**Your objective:**
Look at the data below and print exactly the lines from its first line through the line with "0 18px,#4d4d56 0"; the pictures stay out of the copy.

**Source material:**
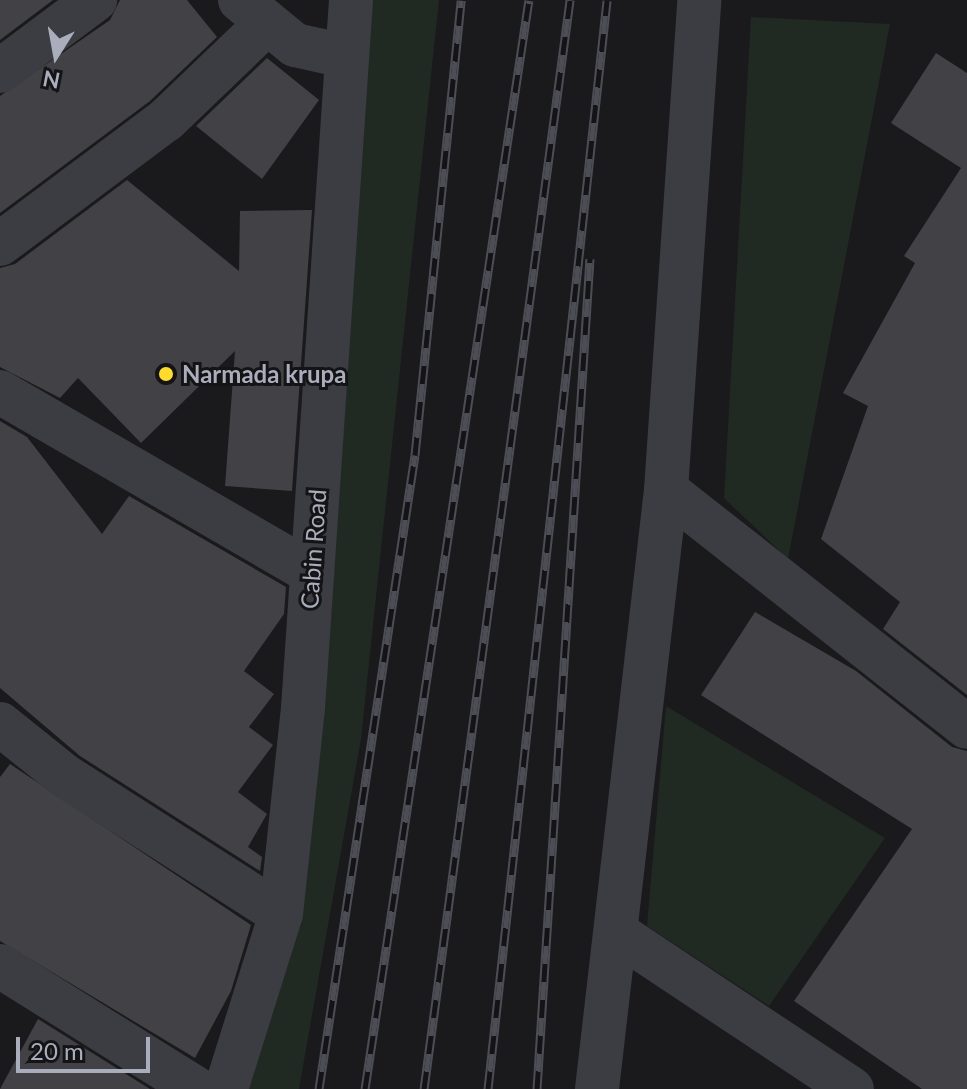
<!DOCTYPE html>
<style>
body{margin:0}
#map{position:relative;width:967px;height:1089px;overflow:hidden;background:#1a191c;font-family:Lato,sans-serif}
div>[style]{position:absolute}
[style*='--x']{left:calc(var(--x)*1px);top:calc(var(--y)*1px);width:calc(var(--w)*1px);rotate:calc(var(--a)*1deg)}
.green>*{inset:0;background:#202a23}
.building>*{inset:0;background:#414146}
.minor>*{height:44px;margin:-22px;padding:0 22px;transform-origin:22px;border-radius:22px;background:#3c3c43}
.rail>*{height:9px;margin-top:-4.5px;transform-origin:0;background:repeating-linear-gradient(90deg,#141417 0 18px,#4d4d56 0 36px);box-sizing:border-box;border-block:2px solid #4d4d56}
.dots>*{width:22px;height:22px;translate:-50% -50%;box-sizing:border-box;border:4px solid #141417;border-radius:50%}
span{translate:-50% -50%;white-space:nowrap;text-align:center;line-height:1.15;-webkit-text-stroke:6px #141417;paint-order:stroke}
.poi-label{font-size:24px;color:#aaadbc;font-weight:700}
.left{translate:0 -50%;text-align:left}
.street-label{font-size:24px;color:#aaadbc}
.north{position:absolute;left:16px;top:16px;width:80px;height:80px;-webkit-text-stroke:6px #141417;paint-order:stroke;rotate:191deg;font-size:22px;font-weight:700;line-height:32px;text-align:center;color:#aaadbc}
.north::after{content:'';display:block;margin:auto;width:28px;height:36px;background:#aaadbc;clip-path:polygon(50% 0,100% 100%,50% 72%,0 100%)}
.scale{position:absolute;left:16px;top:1037px;width:134px;height:36px;box-sizing:border-box;border:4px solid #aaadbc;border-top:0;padding-left:10px;font-size:24px;line-height:28px;white-space:nowrap;color:#aaadbc;-webkit-text-stroke:6px #141417;paint-order:stroke}
</style>
<div id="map">
<div class="green">
<div style="clip-path:polygon(368px 0,439px 0,361px 739px,299px 1089px,211px 1089px,256px 972px)"></div>
<div style="clip-path:polygon(751px 17px,890px 24px,788px 559px,724px 498px)"></div>
<div style="clip-path:polygon(666px 706px,885px 838px,769px 1006px,647px 926px)"></div>
</div>
<div class="building">
<div style="clip-path:polygon(0 0,53px 0,0 40px)"></div>
<div style="clip-path:polygon(120px 0,187px 0,217px 37px,150px 101px,0 213px,0 96px,110px 20px)"></div>
<div style="clip-path:polygon(936px 53px,967px 73px,967px 695px,883px 629px,900px 602px,821px 539px,868px 406px,843px 393px,915px 263px,904px 256px,961px 168px,891px 123px)"></div>
<div style="clip-path:polygon(267px 58px,319px 100px,262px 179px,196px 126px)"></div>
<div style="clip-path:polygon(127px 180px,239px 271px,240px 211px,312px 210px,292px 491px,225px 486px,235px 351px,141px 443px,78px 378px,60px 398px,0 367px,0 268px,15px 264px)"></div>
<div style="clip-path:polygon(0 421px,27px 437px,102px 534px,129px 496px,286px 587px,284px 614px,244px 671px,274px 694px,249px 727px,273px 745px,238px 792px,267px 814px,248px 847px,262px 857px,260px 871px,80px 756px,0 688px)"></div>
<div style="clip-path:polygon(755px 612px,856px 671px,952px 747px,967px 751px,967px 1089px,922px 1089px,794px 1001px,912px 829px,701px 695px)"></div>
<div style="clip-path:polygon(10px 764px,251px 925px,231px 991px,195px 1058px,0 941px,0 777px)"></div>
<div style="clip-path:polygon(38px 1019px,150px 1089px,0 1089px)"></div>
</div>
<div class="minor">
<div style="--x:240;--y:0;--w:71;--a:39.3"></div>
<div style="--x:295;--y:45;--w:51;--a:12.4"></div>
<div style="--x:0;--y:71;--w:119;--a:-36.8"></div>
<div style="--x:0;--y:244;--w:207;--a:-36.8"></div>
<div style="--x:166;--y:120;--w:136;--a:-43.8"></div>
<div style="--x:0;--y:392;--w:361;--a:30.1"></div>
<div style="--x:666;--y:490;--w:383;--a:38.2"></div>
<div style="--x:0;--y:724;--w:83;--a:38.7"></div>
<div style="--x:65;--y:776;--w:256;--a:32.6"></div>
<div style="--x:617;--y:933;--w:282;--a:33.6"></div>
<div style="--x:0;--y:966;--w:232;--a:32"></div>
<div style="--x:226;--y:1089;--w:183;--a:-72.6"></div>
<div style="--x:281;--y:914;--w:207;--a:-83.9"></div>
<div style="--x:303;--y:708;--w:710;--a:-86.12"></div>
<div style="--x:597;--y:1089;--w:603;--a:-83.43"></div>
<div style="--x:666;--y:490;--w:491;--a:-86.1"></div>
</div>
<div class="rail">
<div style="--x:319;--y:1089;--w:641;--a:-81.39"></div>
<div style="--x:415;--y:455;--w:457;--a:-84.2"></div>
<div style="--x:365;--y:1089;--w:1101;--a:-81.44"></div>
<div style="--x:424;--y:1089;--w:1099;--a:-82.36"></div>
<div style="--x:488;--y:1089;--w:1095;--a:-83.76"></div>
<div style="--x:537;--y:1089;--w:832;--a:-86.35"></div>
</div>
<div class="dots">
<div style="left:166px;top:374px;background:#ffdb2e"></div>
</div>
<div class="poi-label">
<span class="left" style="left:182px;top:374px">Narmada krupa</span>
</div>
<div class="street-label">
<span style="left:313px;top:549px;rotate:-86deg">Cabin Road</span>
</div>
<div class="north">N</div>
<div class="scale">20 m</div>
</div>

**Problem solution:**
<!DOCTYPE html>
<style>
body{margin:0}
#map{position:relative;width:967px;height:1089px;overflow:hidden;background:#1a191c;font-family:Lato,sans-serif}
div>[style]{position:absolute}
[style*='--x']{left:calc(var(--x)*1px);top:calc(var(--y)*1px);width:calc(var(--w)*1px);rotate:calc(var(--a)*1deg)}
.green>*{inset:0;background:#202a23}
.building>*{inset:0;background:#414146}
.minor>*{height:44px;margin:-22px;padding:0 22px;transform-origin:22px;border-radius:22px;background:#3c3c43}
.rail>*{height:9px;margin-top:-4.5px;transform-origin:0;background:repeating-linear-gradient(90deg,#141417 0 18px,#4d4d56 0 36px);box-sizing:border-box;border-block:2px solid #4d4d56}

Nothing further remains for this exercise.